> Task brief
Copy out each line of the material in which the word "fillStyle" can be found.

> Given records
>>
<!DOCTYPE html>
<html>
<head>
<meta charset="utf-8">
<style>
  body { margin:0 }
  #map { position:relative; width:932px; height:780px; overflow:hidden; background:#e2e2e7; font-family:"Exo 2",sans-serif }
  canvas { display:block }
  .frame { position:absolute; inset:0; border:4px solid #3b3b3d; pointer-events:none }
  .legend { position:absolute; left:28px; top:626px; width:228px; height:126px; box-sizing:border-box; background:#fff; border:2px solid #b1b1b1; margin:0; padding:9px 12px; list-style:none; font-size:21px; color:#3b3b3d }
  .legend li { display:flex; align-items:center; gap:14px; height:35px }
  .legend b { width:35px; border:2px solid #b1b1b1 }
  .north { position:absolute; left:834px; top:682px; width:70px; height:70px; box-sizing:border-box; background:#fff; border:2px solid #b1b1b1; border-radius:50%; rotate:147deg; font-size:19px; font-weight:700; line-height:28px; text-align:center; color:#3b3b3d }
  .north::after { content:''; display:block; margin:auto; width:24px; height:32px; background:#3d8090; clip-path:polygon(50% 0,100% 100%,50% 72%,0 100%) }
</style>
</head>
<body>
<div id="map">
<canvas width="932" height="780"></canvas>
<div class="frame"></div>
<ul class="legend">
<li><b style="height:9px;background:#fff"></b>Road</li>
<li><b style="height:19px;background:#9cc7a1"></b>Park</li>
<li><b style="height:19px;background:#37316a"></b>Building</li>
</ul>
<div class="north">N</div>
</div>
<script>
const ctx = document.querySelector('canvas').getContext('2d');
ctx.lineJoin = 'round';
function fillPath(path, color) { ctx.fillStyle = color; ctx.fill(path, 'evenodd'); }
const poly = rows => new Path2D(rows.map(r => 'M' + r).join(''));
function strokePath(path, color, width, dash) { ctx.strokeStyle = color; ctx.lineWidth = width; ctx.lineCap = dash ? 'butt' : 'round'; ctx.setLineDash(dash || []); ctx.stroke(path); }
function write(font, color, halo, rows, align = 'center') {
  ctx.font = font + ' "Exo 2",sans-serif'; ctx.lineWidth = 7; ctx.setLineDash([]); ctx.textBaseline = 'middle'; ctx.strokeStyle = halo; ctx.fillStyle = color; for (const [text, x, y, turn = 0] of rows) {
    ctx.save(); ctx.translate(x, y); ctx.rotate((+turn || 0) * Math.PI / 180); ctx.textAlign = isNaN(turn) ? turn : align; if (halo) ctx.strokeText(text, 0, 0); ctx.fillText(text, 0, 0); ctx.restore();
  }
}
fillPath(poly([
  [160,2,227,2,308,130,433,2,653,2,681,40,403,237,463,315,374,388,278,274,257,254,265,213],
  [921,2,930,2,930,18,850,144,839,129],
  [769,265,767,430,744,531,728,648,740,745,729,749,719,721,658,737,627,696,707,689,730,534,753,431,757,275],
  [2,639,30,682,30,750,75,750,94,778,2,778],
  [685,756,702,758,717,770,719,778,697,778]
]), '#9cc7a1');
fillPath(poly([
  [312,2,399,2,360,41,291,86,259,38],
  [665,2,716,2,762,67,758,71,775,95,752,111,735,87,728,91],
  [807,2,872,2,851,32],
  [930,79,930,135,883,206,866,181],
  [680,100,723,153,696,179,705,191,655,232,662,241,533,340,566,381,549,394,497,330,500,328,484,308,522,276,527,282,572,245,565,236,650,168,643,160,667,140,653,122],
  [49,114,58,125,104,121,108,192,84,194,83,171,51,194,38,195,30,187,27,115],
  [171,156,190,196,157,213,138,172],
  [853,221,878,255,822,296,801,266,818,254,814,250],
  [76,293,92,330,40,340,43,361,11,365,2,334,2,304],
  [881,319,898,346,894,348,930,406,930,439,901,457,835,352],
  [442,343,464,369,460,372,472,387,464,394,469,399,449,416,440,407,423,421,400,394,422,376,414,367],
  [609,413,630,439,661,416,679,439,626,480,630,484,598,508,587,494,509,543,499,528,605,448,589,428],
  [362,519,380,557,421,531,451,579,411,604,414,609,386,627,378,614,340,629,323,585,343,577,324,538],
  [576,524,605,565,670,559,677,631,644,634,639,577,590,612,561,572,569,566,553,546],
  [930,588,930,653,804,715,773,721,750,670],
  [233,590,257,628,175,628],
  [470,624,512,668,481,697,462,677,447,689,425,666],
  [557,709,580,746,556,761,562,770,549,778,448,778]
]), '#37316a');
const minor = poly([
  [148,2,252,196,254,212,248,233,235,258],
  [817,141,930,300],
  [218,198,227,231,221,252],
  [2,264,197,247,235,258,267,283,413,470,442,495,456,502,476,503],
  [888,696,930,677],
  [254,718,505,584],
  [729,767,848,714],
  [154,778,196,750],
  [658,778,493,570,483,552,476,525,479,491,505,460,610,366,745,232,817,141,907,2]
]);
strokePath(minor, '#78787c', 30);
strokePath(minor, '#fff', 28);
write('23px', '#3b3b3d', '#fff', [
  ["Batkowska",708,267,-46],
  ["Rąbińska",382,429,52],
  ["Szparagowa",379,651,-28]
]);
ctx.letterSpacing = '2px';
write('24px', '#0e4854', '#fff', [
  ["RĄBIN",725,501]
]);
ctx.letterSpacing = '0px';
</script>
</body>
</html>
<<
> Worked solution
function fillPath(path, color) { ctx.fillStyle = color; ctx.fill(path, 'evenodd'); }
  ctx.font = font + ' "Exo 2",sans-serif'; ctx.lineWidth = 7; ctx.setLineDash([]); ctx.textBaseline = 'middle'; ctx.strokeStyle = halo; ctx.fillStyle = color; for (const [text, x, y, turn = 0] of rows) {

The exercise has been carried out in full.